[Opening Data provided section]
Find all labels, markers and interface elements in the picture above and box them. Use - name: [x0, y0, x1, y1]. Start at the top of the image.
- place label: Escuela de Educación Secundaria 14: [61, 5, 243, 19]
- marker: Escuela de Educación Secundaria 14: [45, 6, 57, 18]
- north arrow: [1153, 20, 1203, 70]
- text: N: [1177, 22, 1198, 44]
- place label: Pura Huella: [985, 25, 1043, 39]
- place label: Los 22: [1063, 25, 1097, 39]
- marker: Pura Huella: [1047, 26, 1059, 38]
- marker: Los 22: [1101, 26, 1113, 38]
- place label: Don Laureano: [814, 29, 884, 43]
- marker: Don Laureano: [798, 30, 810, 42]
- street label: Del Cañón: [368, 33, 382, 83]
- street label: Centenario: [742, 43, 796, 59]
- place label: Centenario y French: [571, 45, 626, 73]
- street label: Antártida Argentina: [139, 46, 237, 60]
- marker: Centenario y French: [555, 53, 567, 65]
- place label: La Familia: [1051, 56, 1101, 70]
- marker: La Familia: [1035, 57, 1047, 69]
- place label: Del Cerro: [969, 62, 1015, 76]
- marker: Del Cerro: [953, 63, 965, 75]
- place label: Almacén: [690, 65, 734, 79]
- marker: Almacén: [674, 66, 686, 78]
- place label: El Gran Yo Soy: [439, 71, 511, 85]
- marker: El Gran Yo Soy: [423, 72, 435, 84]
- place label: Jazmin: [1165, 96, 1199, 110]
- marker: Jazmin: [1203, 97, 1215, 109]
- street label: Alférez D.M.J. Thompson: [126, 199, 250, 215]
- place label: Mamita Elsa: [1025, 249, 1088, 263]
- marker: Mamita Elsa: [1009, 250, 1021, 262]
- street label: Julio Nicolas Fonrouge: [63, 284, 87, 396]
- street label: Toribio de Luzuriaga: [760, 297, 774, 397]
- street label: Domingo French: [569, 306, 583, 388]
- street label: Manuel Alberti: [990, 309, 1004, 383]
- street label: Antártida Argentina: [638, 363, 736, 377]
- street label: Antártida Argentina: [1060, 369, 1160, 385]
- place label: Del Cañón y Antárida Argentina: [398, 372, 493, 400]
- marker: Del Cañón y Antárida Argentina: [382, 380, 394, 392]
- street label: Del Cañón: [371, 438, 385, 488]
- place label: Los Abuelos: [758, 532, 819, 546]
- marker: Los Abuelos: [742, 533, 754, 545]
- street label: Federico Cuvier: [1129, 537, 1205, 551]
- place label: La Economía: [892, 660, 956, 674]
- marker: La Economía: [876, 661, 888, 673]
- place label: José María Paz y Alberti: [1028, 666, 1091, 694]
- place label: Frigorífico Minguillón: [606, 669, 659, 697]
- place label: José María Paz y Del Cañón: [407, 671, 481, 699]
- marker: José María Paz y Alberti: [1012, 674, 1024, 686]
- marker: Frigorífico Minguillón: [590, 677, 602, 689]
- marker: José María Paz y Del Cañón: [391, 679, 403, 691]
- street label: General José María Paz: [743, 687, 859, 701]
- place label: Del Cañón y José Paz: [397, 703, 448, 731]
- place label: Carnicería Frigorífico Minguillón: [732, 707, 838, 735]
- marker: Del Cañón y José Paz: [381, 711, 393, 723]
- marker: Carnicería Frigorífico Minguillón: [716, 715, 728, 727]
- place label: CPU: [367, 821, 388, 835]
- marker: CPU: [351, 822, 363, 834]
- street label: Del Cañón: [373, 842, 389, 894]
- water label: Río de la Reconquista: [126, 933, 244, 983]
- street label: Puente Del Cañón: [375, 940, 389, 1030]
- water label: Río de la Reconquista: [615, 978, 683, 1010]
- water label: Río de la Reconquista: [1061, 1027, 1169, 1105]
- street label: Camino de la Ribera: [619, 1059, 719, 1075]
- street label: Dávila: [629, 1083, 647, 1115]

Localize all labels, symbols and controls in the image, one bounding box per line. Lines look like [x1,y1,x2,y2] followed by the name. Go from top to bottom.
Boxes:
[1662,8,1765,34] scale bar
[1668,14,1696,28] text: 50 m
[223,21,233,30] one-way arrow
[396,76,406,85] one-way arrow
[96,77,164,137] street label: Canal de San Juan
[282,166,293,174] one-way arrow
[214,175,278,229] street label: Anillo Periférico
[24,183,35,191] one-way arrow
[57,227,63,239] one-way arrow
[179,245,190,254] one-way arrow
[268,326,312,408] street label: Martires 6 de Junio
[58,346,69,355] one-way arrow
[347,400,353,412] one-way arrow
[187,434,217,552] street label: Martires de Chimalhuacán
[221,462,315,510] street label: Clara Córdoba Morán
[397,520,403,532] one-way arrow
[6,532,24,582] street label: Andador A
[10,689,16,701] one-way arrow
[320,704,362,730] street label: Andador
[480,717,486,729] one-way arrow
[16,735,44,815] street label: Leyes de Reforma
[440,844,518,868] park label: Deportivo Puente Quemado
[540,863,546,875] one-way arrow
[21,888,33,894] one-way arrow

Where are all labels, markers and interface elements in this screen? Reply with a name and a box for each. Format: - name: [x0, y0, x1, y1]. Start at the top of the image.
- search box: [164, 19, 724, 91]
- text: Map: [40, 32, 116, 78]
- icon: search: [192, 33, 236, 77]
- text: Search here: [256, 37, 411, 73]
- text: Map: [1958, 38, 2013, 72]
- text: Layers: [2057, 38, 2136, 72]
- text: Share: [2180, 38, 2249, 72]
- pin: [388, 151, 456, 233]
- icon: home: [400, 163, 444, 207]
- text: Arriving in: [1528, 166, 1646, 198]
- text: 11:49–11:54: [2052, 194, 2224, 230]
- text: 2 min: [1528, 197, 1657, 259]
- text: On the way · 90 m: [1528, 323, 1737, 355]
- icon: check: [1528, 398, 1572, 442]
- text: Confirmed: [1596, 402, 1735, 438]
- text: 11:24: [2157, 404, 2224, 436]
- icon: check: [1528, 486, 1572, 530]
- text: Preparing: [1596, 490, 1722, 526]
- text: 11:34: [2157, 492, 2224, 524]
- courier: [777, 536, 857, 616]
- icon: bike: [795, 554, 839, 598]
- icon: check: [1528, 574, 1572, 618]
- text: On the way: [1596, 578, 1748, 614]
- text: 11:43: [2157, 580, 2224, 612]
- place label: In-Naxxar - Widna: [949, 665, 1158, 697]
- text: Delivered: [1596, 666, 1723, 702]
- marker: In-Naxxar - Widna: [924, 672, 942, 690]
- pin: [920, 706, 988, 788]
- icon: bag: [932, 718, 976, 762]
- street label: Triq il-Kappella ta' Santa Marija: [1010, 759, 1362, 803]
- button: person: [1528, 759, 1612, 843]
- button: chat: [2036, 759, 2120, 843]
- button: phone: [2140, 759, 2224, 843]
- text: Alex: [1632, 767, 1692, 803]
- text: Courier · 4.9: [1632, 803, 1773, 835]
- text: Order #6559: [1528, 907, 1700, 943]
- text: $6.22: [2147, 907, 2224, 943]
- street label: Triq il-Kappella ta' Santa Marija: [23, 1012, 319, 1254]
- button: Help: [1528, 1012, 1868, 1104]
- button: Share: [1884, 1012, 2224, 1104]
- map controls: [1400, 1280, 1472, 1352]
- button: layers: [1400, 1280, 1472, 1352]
[Closing Data provided section]
Find the string "Pura" in the material above. Then copy each line that has it.

Answer to the problem =
- place label: Pura Huella: [985, 25, 1043, 39]
- marker: Pura Huella: [1047, 26, 1059, 38]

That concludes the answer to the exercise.